By now, you’ve surely heard of Tom Milone, the Nats pitching prospect that is often referred to as “fascinating” or something like that. He’s a 24 year old lefty starter who’s been very impressive the last few years. In 2009, he had a 2.91 ERA in high-A ball, at age 22. Last year, in AA at age 23, he had a 2.85 ERA; but in about 7 more IP than 2009, he had 49 more Ks and 13 fewer BBs. So his K/9 jumped from 6.3 to 8.8, and his K/BB went from 2.94 to 6.74. This year, his ERA has been a little higher, currently sitting at 3.81, and his K/9 has gone up a bit to 9.8. But what’s finally getting people’s attention is his current (and, sure, unsustainable) K/BB rate of 16.40. In 75 2/3 IP, he has issued 5 walks.

That’s where John Sickels comes in. He writes for SBNation (where Rob Neyer now lives) and today put out the first Tom Milone article I’ve ever seen from a nationwide (not a Nationals-focus) source. He goes through some of those stats that I listed above, which I’ve talked about ad nauseum (and will continue to do so), but he does add this little nugget

His ERA is actually misleading; his FIP is much better at 2.25.

So that shows that maybe he’s succeeding even more in AAA than it appears. Of course the reason that people don’t talk more about Milone, as many of you know, is his complete lack of fastball velocity. There isn’t much more than that, nobody would poo poo a guy who strikes out a hitter an inning but doesn’t have a great secondary pitch, it’s all about the fastball. Sickels, though, doesn’t really seem to think that makes him fringy, just a bit risky. Here’s what he says:

Milone doesn’t show up on hot prospect lists because he doesn’t throw hard: his fastball is just in the 85-87 range, hitting 88-89 on his very best days. Despite the lack of velocity, the fastball is an effective pitch for him due to the contrast with his plus-quality changeup, a good cutter, and a solid-to-above-average curve. His command is obviously terrific, he has mound presence, and a consistent habit of exceeding the expectations of scouts.
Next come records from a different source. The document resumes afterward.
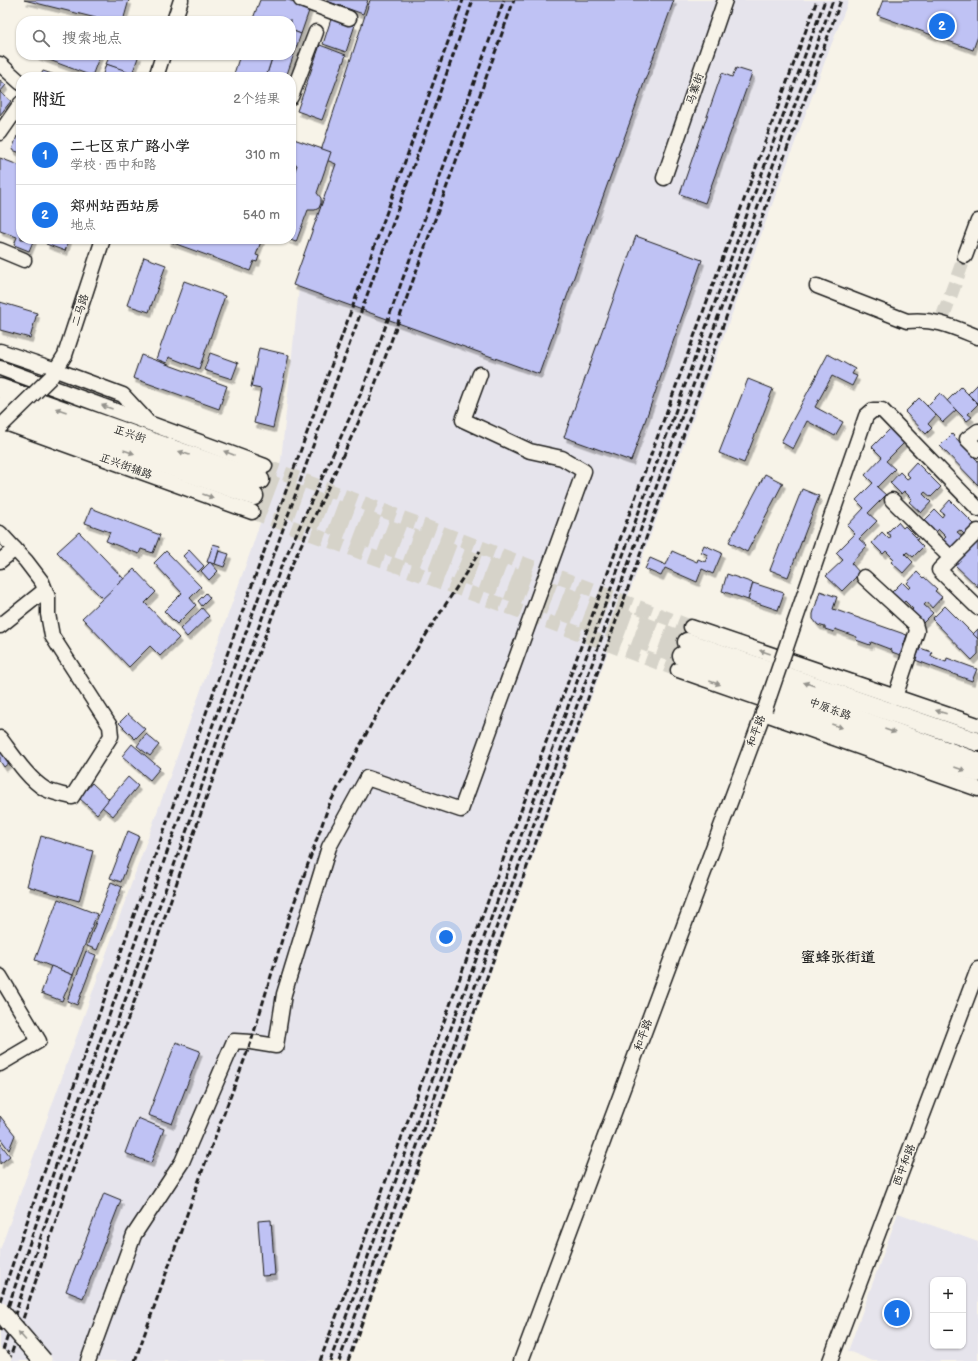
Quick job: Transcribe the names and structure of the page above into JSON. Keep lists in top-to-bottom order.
{
  "streets": {
    "main road": ["正兴街", "中原东路"],
    "street": [
      "马寨街",
      "二马路",
      "正兴街辅路",
      "和平路",
      "西中和路"
    ]
  },
  "crossings": [
    ["正兴街", "正兴街辅路"]
  ],
  "districts": ["蜜蜂张街道"],
  "page": {
    "pins": ["2", "1"],
    "search": "搜索地点",
    "heading": ["附近", "2个结果"],
    "list": [
      {
        "mark": "1",
        "name": "二七区京广路小学",
        "note": "学校 · 西中和路",
        "value": "310 m"
      },
      {
        "mark": "2",
        "name": "郑州站西站房",
        "note": "地点",
        "value": "540 m"
      }
    ],
    "map_buttons": ["+", "−"]
  }
}
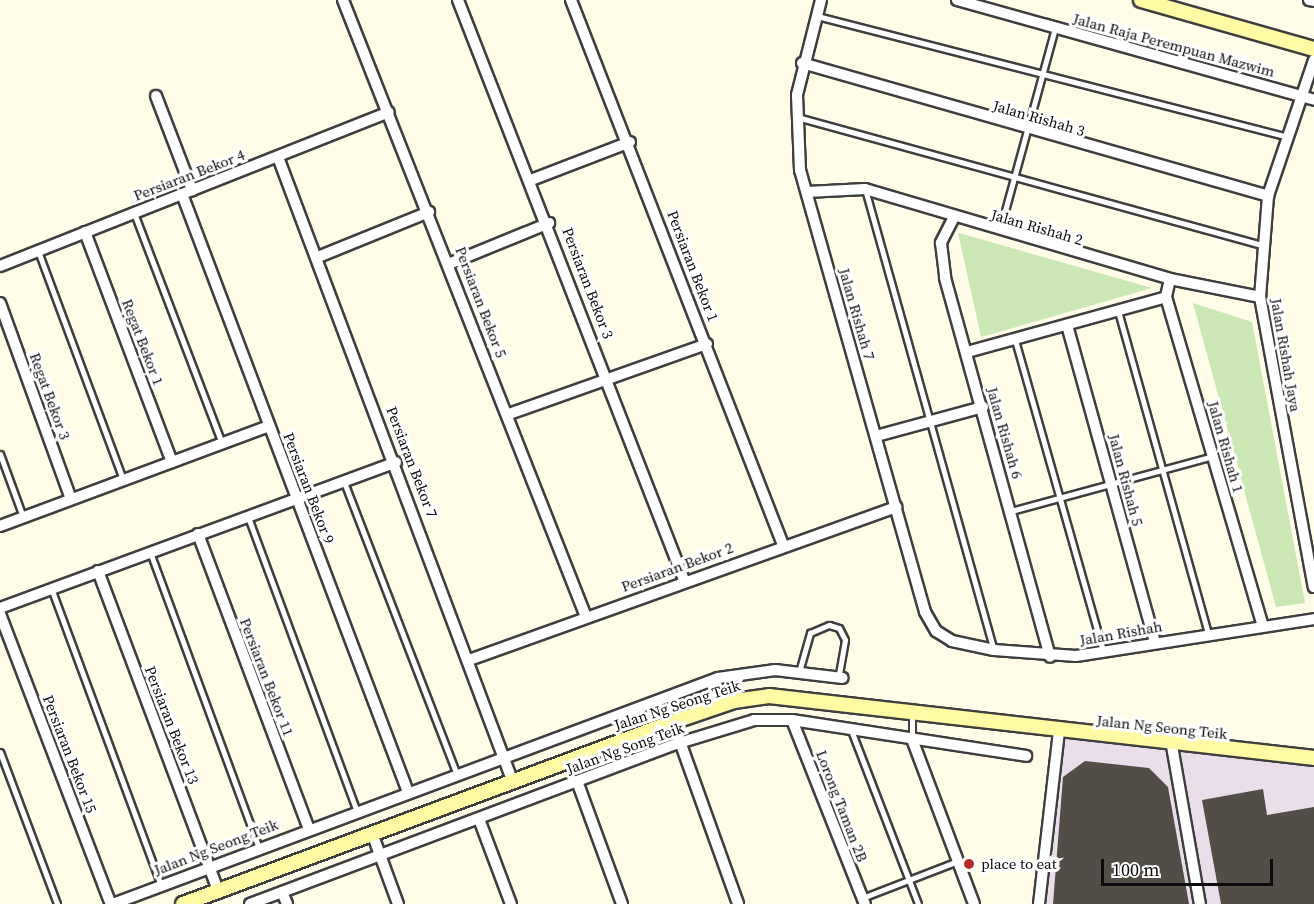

So there you go, more insight into how Milone pitches (as opposed to those stats, which really show us what he did) than I’ve seen before. Although I’ve always assumed he’s all about command, it’s nice to hear some of that confirmed. Of course, true to form when anyone talks about Milone, Sickels terms him an “intriguing” prospect. He says that Milone’s success as he has moved up is a good sign for the future.

The Nationals starting rotation has been very good this year, and has been unusually healthy. It makes you wonder, though, if Milone continues to pitch in AAA this well, how long will it be before the Nats decide to give him a chance to start in the majors. My bet is that he may be on the short list of “next guys up”, but they aren’t in a rush to move him to the majors just yet.